- **Aim of the exercise**: The response should hold each line from the entries below where "René" is found.

- **Data records**:
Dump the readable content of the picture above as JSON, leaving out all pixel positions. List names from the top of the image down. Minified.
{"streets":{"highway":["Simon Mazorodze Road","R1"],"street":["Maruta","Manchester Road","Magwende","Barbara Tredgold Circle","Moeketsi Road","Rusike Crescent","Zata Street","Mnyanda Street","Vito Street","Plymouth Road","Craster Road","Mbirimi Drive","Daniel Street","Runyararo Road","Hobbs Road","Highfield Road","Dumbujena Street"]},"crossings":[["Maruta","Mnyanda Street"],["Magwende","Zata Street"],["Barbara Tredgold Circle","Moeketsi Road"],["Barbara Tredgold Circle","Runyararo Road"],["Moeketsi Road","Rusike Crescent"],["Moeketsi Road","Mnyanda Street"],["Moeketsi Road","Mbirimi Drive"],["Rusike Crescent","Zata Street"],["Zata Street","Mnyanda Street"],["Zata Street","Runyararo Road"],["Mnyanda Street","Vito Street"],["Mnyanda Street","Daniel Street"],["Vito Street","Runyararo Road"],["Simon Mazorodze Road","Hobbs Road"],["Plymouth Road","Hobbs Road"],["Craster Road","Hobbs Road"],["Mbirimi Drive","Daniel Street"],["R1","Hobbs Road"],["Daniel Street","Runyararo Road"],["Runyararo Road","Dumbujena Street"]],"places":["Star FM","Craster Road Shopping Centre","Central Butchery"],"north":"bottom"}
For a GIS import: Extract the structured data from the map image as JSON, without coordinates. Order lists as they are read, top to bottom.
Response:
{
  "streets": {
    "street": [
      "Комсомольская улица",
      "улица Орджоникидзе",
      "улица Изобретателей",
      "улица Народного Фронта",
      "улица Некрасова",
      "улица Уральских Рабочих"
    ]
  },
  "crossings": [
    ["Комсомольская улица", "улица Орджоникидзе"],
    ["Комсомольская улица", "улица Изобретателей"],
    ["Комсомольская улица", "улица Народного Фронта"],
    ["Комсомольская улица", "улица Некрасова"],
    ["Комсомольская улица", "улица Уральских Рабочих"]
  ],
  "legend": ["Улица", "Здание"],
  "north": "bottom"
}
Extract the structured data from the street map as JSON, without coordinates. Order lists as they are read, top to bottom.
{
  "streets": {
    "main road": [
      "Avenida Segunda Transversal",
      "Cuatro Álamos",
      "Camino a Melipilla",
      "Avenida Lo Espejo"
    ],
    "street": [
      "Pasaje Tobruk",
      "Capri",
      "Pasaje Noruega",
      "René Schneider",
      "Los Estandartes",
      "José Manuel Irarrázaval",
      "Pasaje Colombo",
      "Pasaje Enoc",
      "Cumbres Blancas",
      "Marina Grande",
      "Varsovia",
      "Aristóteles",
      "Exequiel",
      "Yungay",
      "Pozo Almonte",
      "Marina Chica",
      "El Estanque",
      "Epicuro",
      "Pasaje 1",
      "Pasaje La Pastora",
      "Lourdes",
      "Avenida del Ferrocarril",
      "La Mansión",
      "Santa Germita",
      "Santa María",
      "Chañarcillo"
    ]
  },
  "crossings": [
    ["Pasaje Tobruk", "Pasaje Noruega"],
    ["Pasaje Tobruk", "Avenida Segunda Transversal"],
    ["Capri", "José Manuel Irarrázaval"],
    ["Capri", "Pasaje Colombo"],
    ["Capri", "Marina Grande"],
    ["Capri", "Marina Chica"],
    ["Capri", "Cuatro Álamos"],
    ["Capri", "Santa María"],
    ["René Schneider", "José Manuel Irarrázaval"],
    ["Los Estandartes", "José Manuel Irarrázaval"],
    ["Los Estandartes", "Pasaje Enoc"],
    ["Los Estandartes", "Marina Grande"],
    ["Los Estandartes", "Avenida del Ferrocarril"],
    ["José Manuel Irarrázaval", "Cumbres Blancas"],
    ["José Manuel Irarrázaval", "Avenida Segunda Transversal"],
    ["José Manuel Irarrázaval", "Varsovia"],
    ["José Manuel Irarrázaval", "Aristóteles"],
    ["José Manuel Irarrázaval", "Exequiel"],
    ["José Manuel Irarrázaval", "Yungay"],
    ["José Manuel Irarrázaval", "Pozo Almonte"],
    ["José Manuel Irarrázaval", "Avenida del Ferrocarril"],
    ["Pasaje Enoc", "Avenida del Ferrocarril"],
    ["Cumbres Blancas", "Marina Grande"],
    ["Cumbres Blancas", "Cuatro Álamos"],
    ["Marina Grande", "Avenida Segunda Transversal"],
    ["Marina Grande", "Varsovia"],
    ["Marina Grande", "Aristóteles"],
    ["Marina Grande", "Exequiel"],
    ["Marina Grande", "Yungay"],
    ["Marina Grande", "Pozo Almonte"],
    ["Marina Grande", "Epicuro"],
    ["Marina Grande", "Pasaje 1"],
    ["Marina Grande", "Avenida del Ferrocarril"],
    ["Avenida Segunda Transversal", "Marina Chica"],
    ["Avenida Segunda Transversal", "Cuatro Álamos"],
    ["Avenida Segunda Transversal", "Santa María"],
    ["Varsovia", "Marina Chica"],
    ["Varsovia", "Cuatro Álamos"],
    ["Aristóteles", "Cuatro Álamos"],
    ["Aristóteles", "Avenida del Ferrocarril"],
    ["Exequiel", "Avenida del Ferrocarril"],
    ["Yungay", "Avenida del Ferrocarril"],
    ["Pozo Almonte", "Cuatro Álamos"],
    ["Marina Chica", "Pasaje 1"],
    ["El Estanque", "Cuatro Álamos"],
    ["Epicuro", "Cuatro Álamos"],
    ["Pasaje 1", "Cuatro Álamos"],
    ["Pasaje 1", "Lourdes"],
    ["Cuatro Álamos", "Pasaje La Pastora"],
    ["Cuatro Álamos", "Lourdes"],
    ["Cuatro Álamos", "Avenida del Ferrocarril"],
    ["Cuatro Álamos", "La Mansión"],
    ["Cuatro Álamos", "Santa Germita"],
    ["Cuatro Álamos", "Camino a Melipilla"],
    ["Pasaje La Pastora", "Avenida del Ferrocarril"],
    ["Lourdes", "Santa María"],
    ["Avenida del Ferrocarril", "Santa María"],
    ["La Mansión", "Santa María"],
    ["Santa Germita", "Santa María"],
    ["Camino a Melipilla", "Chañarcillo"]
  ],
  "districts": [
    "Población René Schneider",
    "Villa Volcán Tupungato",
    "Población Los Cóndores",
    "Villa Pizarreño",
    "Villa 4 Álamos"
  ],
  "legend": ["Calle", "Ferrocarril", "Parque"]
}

- **Finished task**:
      "René Schneider",
    ["René Schneider", "José Manuel Irarrázaval"],
    "Población René Schneider",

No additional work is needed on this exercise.